Reduction Mechanism and Capacitive Properties of Highly Electrochemically Reduced TiO2 Nanotube Arrays

• Highly reduced and ordered TiO2 nanotube arrays have been fabricated using two-step anodization and three-electrode reduction.
• The reduced TiO2 nanotube arrays show a high specific capacitance of 24.07 mF cm-2 at a scan rate of 10 mV s-1, which is 1094 times higher than the capacitance of pristine nanotube arrays (0.02 mF cm-2).
• They also show an excellent long-term cycling stability with only 1.9% reduction of capacitance after 2000 cycles.
• Under optimized reduction conditions, about 22% of Ti4+ ions in tube surface regions are converted into Ti3+ ions.
• A proton-electron coupled reduction mechanism has been proposed based on the combined paradigms of a conventional energy-band model and chemical evolution of basic building blocks of TiO2.

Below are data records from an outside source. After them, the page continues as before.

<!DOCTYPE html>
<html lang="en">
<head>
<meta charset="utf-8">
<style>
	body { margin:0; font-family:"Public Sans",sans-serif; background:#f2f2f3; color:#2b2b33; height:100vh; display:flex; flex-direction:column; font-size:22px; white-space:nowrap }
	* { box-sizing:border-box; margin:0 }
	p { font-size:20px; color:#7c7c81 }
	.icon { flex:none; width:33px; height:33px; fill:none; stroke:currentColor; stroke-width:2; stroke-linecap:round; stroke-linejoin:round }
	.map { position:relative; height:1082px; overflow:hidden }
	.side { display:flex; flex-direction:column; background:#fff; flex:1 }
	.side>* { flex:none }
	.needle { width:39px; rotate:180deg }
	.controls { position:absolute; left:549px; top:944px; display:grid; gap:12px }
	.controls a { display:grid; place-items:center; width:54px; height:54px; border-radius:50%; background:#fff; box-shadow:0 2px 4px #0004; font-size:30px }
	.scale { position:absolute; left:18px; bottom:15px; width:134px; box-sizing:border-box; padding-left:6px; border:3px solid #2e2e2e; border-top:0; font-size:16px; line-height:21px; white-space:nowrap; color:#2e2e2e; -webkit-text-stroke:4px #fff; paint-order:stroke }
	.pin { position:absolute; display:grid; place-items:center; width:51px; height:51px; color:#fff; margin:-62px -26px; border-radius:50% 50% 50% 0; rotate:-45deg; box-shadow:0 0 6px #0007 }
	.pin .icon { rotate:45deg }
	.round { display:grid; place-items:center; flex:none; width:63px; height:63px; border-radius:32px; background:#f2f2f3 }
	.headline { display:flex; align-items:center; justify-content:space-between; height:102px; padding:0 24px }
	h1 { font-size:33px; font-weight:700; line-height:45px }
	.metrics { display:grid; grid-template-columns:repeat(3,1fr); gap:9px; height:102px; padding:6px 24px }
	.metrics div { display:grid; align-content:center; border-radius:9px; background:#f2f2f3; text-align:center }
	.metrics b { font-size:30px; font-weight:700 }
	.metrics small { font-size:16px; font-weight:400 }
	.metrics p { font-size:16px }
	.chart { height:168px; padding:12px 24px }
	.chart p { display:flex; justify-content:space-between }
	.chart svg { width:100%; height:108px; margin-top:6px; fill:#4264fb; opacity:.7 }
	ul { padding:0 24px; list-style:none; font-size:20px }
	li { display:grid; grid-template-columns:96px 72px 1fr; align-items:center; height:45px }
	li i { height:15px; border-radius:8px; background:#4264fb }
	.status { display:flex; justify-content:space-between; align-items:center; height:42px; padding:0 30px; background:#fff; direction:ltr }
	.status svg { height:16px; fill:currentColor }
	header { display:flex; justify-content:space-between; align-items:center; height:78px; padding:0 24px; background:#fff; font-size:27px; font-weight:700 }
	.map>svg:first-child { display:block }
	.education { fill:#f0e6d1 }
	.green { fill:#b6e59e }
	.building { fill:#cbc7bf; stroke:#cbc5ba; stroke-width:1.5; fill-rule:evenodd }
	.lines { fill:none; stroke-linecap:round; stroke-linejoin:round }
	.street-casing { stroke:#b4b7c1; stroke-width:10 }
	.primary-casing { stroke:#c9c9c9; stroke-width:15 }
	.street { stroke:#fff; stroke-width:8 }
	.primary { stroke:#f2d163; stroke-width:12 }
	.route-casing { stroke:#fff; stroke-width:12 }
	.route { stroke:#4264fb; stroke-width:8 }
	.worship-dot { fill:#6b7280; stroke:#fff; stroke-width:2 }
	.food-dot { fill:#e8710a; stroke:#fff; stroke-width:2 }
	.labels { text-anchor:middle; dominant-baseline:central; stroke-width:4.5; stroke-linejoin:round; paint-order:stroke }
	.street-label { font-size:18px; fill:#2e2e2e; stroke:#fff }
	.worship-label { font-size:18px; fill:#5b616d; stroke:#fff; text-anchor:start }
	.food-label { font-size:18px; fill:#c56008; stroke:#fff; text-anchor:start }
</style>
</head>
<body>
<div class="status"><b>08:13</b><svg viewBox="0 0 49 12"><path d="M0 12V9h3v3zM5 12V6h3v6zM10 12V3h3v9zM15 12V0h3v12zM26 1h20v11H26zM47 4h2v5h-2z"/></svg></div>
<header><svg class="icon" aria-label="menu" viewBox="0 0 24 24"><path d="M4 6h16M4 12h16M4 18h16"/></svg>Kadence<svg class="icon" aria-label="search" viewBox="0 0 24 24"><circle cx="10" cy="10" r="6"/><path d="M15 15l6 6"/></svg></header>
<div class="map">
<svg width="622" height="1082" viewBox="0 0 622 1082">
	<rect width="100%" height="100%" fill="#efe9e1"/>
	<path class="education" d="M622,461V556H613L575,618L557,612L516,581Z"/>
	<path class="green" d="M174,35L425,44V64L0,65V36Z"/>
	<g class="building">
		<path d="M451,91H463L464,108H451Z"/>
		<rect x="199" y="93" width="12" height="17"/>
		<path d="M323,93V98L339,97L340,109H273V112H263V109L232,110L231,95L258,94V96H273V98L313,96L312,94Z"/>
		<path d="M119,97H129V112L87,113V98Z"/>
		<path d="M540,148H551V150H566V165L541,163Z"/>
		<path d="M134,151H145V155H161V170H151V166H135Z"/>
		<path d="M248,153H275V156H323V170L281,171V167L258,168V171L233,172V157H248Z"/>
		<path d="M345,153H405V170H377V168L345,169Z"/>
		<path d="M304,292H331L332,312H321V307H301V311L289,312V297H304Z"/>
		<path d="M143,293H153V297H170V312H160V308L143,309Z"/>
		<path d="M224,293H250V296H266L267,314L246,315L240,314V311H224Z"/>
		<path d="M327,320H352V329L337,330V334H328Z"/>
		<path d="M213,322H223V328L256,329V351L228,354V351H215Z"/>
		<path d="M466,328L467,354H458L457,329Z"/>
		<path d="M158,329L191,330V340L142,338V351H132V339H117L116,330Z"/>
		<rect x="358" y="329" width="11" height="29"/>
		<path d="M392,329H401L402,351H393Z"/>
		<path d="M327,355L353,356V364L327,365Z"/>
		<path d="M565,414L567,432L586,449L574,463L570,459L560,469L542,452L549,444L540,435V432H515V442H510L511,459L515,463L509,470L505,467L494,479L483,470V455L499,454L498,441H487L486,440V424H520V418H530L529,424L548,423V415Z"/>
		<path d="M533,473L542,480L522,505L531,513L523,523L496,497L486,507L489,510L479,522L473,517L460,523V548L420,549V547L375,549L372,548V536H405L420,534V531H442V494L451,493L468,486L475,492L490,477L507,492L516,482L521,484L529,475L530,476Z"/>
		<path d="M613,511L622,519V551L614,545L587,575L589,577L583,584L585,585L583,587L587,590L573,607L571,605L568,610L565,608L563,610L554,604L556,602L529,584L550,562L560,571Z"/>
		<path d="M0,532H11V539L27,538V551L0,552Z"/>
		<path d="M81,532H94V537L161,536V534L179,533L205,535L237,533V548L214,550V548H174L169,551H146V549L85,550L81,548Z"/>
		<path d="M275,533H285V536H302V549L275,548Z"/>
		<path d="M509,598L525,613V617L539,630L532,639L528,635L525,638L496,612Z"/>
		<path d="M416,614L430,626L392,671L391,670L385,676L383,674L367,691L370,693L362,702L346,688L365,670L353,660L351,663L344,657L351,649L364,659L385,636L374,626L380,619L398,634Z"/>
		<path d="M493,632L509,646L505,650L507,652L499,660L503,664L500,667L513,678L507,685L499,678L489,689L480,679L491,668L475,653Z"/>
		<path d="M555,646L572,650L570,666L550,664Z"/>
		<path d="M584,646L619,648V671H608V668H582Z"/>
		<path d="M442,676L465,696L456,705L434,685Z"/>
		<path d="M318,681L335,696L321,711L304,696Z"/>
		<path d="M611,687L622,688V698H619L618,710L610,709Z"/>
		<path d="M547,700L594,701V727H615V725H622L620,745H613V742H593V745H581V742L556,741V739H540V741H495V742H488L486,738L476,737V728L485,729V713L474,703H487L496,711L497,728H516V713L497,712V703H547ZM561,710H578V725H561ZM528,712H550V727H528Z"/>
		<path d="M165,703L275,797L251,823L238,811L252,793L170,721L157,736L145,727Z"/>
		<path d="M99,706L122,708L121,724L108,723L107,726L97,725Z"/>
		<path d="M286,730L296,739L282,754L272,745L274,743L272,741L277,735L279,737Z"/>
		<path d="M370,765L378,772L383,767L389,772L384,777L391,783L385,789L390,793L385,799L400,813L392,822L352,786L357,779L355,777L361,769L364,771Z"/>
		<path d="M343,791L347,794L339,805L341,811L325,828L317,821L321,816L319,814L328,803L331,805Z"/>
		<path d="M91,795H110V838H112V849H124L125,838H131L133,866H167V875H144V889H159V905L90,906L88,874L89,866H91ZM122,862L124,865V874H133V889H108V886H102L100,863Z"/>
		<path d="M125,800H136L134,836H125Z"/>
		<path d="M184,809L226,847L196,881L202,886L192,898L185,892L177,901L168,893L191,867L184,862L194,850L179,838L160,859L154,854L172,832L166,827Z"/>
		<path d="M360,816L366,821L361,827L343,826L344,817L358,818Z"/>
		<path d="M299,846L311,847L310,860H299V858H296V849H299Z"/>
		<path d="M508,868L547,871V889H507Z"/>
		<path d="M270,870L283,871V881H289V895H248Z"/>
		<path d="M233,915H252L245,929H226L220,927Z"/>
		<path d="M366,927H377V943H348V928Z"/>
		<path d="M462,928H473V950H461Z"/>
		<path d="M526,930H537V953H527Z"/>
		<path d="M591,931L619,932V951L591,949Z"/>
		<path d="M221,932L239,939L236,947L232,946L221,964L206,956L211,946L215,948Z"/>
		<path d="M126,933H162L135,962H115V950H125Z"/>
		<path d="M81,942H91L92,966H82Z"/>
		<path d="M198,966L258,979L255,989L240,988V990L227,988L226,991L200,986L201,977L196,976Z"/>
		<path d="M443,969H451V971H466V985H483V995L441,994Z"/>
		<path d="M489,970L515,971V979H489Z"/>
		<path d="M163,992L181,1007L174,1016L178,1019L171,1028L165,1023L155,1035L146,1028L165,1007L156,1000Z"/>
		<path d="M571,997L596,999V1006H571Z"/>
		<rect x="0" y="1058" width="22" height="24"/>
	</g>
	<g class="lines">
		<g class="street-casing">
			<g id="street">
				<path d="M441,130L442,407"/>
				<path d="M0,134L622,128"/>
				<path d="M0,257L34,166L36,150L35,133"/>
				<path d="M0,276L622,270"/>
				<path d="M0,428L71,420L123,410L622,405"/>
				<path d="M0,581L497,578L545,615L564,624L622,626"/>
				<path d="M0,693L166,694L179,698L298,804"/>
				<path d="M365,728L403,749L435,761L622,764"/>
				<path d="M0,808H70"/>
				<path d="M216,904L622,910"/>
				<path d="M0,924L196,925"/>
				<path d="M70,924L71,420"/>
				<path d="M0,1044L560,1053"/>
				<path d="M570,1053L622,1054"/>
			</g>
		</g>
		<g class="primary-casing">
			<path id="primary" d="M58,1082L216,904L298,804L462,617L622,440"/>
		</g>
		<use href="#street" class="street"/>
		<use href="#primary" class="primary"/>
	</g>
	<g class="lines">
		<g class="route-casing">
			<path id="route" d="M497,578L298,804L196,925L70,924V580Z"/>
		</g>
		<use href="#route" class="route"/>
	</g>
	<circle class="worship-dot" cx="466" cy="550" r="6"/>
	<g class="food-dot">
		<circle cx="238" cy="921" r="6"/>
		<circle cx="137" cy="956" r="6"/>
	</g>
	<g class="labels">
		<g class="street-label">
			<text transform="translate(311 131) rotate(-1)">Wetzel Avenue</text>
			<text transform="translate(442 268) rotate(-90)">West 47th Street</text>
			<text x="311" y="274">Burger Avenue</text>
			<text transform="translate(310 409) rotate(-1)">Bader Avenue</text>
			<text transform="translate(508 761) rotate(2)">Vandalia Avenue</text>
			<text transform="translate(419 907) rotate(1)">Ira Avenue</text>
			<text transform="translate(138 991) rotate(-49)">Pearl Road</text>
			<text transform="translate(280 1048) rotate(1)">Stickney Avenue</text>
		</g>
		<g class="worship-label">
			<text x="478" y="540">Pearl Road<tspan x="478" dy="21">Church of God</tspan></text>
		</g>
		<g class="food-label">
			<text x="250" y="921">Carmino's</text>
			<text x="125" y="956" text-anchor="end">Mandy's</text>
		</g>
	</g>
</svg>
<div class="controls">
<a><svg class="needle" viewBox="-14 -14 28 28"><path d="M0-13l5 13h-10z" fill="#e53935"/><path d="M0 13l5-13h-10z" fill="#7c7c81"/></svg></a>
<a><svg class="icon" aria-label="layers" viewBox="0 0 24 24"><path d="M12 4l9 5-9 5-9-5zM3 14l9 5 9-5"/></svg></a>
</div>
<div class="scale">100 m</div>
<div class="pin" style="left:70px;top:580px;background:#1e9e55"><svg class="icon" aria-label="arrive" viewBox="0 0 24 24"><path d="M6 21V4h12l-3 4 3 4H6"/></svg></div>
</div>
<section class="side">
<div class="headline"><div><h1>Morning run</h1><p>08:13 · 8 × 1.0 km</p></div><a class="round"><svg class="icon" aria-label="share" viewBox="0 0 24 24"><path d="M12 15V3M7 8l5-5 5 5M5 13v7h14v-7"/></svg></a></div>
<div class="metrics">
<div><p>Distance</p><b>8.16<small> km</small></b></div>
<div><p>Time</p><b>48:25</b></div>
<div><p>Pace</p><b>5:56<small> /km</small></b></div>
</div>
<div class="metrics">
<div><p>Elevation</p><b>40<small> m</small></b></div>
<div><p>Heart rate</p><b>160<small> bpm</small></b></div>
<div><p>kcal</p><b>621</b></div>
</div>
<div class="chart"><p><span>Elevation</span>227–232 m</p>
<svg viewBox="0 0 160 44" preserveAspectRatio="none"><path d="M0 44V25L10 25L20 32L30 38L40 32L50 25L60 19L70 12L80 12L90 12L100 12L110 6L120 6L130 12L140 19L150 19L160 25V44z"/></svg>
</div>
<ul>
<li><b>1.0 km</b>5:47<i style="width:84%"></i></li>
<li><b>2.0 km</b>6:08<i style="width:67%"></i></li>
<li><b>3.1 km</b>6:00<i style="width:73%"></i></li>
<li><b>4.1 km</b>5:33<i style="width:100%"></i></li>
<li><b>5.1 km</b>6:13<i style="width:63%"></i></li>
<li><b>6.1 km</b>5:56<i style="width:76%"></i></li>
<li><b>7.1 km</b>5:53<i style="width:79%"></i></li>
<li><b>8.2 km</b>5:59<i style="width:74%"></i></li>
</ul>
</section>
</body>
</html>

Highly reduced and ordered TiO2 nanotube arrays have been fabricated using two-step anodization and three-electrode reduction. A proton-electron coupled reduction mechanism has been proposed based on the combined paradigms of a conventional energy-band model and chemical evolution of basic building blocks of TiO2. Under optimized reduction conditions, about 22% of Ti4+ ions in tube surface regions are converted into Ti3+ ions while the morphology of the highly reduced TiO2 nanotube arrays keeps unchanged. The reduced nanotube arrays show superior electrochemical properties such as high areal capacitance, good rate capability, and high cycling stability. The areal capacitance of the reduced electrode is 24.07 mF cm−2 at a scan rate of 10 mV s−1, much higher than that of the pristine TiO2 nanotube arrays (0.02 mF cm−2). This kind of highly reduced one-dimensional oxide nanostructures can find a large array of applications in supercapacitors, photocatalysis, electrochromic display, and Li ion batteries.